Segurados que entraram na Justiça e conseguiram a desaposentação podem ter que devolver o dinheiro ao Instituto Nacional do Seguro Social (INSS). A Advocacia-Geral da União (AGU) informou que apenas quem recebeu o benefício após decisões provisórias (tutela antecipada) irá, “eventualmente, a depender de decisão judicial, devolver” os valores.


Entretanto, explicou o professor de direito previdenciário Guilherme Portanova, o Supremo Tribunal Federal (STF) deixou em aberto os efeitos da decisão, como o referente à devolução dos benefícios que já haviam sido recalculados e pagos aos aposentados. Portanova é membro do Conselho Jurídico da Confederação Brasileira de Aposentados e Pensionistas (Cobap).
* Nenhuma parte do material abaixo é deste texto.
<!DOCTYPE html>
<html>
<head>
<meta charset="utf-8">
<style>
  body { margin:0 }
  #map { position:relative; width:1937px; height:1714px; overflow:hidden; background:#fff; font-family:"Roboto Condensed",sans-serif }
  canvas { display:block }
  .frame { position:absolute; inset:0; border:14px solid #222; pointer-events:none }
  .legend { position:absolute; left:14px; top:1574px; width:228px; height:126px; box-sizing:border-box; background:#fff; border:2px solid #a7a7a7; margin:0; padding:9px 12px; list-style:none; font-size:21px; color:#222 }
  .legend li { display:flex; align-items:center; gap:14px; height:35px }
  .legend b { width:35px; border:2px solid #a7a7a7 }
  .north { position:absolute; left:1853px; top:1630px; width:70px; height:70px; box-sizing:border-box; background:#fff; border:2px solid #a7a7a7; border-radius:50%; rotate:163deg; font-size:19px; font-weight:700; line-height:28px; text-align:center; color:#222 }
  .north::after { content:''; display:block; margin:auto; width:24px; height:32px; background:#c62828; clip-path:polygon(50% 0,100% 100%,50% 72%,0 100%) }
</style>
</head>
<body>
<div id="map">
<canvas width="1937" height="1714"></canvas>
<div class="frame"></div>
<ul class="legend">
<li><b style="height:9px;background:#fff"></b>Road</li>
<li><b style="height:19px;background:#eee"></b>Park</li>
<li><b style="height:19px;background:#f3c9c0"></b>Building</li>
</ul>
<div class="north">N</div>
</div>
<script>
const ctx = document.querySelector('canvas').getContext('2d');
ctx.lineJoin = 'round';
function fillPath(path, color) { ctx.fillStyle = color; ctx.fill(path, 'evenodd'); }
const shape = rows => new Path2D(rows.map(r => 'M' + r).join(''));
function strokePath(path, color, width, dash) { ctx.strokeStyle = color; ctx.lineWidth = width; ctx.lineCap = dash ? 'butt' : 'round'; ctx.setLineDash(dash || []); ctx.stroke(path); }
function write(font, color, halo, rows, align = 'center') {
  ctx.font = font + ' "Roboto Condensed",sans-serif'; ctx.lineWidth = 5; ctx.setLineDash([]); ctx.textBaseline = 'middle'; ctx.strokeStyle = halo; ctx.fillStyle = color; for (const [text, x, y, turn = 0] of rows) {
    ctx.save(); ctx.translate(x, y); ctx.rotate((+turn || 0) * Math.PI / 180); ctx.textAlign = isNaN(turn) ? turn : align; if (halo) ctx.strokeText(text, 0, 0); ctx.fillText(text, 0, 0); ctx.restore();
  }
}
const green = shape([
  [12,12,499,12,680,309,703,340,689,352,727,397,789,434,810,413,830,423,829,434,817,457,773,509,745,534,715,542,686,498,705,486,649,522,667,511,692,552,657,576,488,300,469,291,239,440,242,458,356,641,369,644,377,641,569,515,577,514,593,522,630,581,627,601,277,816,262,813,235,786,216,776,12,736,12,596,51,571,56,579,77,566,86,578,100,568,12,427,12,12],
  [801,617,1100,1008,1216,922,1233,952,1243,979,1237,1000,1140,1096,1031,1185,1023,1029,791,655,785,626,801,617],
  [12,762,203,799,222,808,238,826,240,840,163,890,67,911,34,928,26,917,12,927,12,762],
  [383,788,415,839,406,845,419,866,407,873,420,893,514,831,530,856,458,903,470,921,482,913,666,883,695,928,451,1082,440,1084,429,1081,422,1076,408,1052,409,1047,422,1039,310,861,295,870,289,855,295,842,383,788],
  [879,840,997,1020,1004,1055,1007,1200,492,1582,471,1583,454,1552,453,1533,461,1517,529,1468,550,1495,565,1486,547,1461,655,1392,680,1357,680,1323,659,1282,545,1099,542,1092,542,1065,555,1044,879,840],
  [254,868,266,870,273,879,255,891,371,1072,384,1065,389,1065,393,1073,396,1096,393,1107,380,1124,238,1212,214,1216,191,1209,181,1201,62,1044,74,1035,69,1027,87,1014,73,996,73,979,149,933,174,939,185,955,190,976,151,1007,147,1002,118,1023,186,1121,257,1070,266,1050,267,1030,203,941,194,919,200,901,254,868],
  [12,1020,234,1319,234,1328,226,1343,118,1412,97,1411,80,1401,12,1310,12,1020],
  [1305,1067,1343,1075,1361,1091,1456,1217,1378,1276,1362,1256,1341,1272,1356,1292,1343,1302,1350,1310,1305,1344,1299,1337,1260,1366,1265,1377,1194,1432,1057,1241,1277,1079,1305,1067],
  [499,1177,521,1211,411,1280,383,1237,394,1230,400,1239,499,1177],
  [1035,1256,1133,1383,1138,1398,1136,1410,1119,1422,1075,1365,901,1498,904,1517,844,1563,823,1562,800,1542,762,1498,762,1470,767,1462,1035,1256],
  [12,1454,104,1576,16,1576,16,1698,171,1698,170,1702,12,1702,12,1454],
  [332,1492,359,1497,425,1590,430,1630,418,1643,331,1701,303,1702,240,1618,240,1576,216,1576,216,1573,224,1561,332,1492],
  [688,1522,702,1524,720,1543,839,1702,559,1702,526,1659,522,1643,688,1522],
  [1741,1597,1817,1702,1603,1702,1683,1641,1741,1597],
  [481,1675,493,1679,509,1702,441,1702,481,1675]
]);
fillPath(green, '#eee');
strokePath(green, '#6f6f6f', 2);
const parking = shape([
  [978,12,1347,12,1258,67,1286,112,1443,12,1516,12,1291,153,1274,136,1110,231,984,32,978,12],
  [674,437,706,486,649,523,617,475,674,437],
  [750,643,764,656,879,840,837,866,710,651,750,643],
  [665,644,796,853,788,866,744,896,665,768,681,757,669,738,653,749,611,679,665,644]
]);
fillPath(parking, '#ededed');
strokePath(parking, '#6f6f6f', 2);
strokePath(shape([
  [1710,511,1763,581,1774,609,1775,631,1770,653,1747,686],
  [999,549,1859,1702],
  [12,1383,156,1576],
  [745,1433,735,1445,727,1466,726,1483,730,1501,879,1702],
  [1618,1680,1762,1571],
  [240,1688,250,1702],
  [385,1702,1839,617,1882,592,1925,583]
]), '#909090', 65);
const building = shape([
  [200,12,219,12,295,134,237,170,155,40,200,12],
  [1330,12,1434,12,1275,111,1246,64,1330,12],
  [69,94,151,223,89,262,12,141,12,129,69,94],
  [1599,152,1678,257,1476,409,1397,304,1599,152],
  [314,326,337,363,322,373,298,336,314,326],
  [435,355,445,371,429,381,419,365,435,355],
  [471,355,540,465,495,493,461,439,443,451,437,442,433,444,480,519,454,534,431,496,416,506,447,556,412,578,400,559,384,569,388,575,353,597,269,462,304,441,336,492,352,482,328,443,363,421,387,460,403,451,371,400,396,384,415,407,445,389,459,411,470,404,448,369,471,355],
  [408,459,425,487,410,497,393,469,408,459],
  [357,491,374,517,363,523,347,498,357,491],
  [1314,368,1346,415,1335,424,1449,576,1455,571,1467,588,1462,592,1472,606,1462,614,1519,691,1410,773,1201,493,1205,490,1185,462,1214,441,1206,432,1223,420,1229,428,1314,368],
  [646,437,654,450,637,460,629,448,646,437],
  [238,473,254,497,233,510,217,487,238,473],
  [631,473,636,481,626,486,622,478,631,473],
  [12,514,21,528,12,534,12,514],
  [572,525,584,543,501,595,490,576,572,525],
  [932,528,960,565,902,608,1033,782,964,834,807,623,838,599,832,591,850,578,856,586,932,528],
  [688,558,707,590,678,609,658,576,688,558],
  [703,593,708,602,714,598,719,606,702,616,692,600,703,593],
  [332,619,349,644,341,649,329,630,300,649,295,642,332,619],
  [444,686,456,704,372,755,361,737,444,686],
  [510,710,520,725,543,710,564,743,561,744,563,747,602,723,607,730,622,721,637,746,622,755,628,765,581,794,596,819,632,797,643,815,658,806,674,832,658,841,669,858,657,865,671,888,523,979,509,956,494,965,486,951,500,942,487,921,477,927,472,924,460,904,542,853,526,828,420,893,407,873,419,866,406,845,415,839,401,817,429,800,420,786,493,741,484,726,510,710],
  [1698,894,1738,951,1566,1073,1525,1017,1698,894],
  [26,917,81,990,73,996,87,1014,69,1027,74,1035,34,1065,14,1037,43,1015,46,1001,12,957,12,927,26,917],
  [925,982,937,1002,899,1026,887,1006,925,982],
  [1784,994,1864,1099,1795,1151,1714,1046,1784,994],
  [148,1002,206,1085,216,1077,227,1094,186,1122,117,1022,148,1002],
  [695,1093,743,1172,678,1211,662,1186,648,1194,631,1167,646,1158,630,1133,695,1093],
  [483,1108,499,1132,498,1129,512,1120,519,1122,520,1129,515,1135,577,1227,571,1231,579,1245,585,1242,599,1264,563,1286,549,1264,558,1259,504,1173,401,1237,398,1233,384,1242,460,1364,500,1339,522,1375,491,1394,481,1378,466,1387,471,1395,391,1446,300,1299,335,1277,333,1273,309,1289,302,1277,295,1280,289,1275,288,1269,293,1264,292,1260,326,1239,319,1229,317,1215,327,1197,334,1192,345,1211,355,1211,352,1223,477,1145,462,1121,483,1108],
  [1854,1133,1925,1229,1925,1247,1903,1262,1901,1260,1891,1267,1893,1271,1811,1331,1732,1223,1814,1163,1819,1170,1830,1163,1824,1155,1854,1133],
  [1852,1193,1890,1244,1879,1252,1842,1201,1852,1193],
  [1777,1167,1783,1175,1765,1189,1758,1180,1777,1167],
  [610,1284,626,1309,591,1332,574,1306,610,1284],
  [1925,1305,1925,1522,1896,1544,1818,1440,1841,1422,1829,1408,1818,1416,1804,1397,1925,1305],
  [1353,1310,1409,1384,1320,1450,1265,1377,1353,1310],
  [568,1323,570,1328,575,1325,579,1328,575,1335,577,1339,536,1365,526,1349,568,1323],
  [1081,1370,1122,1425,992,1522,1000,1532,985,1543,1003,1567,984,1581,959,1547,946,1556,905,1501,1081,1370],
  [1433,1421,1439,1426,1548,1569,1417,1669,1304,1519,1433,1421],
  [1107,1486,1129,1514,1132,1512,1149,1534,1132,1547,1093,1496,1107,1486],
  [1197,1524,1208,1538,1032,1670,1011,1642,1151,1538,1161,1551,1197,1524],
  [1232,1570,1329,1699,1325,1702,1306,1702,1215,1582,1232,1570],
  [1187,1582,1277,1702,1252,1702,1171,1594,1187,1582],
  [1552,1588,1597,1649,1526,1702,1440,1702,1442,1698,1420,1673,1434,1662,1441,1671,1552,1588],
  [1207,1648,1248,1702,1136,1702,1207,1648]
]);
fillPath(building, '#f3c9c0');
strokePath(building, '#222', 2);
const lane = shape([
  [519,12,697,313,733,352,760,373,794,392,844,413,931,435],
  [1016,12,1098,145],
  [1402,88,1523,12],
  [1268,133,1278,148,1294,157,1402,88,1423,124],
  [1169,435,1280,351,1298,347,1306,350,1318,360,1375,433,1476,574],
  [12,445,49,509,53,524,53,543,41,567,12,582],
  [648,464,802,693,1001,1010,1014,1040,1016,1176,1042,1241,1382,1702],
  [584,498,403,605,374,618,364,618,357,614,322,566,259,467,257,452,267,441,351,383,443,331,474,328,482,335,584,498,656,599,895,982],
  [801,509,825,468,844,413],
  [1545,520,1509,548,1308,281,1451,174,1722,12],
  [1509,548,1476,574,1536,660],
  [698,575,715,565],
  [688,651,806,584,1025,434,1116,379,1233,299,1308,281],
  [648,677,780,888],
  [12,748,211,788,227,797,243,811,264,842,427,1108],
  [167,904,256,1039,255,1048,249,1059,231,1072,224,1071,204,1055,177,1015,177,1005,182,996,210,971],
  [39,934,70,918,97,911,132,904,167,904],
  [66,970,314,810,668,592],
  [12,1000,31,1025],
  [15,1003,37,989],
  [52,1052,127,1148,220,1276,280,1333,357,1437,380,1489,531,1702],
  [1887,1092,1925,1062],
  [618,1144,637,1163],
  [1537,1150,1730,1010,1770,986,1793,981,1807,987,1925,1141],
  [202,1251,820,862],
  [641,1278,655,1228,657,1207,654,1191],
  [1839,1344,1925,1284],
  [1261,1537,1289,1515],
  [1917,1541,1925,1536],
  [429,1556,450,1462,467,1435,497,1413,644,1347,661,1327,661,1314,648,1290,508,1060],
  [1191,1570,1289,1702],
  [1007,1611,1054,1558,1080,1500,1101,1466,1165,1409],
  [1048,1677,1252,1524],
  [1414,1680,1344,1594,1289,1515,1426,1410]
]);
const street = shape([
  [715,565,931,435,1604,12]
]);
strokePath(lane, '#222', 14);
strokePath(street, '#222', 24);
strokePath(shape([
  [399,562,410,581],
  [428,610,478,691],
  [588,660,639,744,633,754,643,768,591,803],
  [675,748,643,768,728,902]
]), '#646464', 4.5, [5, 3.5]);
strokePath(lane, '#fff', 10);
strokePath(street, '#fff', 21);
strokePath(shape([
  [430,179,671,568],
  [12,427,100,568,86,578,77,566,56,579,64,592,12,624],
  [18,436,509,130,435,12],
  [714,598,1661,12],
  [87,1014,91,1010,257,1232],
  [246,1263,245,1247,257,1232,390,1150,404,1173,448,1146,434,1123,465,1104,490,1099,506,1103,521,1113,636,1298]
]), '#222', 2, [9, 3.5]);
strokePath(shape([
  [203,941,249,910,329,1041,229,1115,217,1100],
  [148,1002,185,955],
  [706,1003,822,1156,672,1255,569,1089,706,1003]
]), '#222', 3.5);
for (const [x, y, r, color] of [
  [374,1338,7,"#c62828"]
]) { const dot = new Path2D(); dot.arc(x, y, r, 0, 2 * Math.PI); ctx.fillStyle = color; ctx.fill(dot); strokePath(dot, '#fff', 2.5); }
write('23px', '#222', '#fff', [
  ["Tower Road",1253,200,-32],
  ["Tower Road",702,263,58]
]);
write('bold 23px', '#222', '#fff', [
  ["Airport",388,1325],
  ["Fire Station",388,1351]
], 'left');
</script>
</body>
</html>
Para o professor, o INSS não poderia fazer tal cobrança, pois o julgamento de 2016 ainda não foi concluído (transitado em julgado). Ele lembrou que ainda há embargos de declaração para serem julgados, questionando justamente a previsibilidade de devolução do valor que foi revisado na aposentadoria.


Portanova destacou que, enquanto o STF não decide sobre os embargos, há elementos jurídicos para discutir a não devolução dos valores, bem como a manutenção dos valores a mais conseguidos com a desaposentação, mesmo em ações rescisórias. Com ou sem viabilidade jurídica, o governo vai buscar a devolução dos recursos e, nesse caso, o processo daqueles que conseguiram o benefício do recálculo na Justiça deverá ser tratado individualmente.


“Eles (INSS) sabem que há uma desinformação no Brasil. A minha orientação é que o aposentado procure um advogado especialista, porque há inúmeras hipóteses para não precisar devolver o dinheiro”, afirmou o especialista.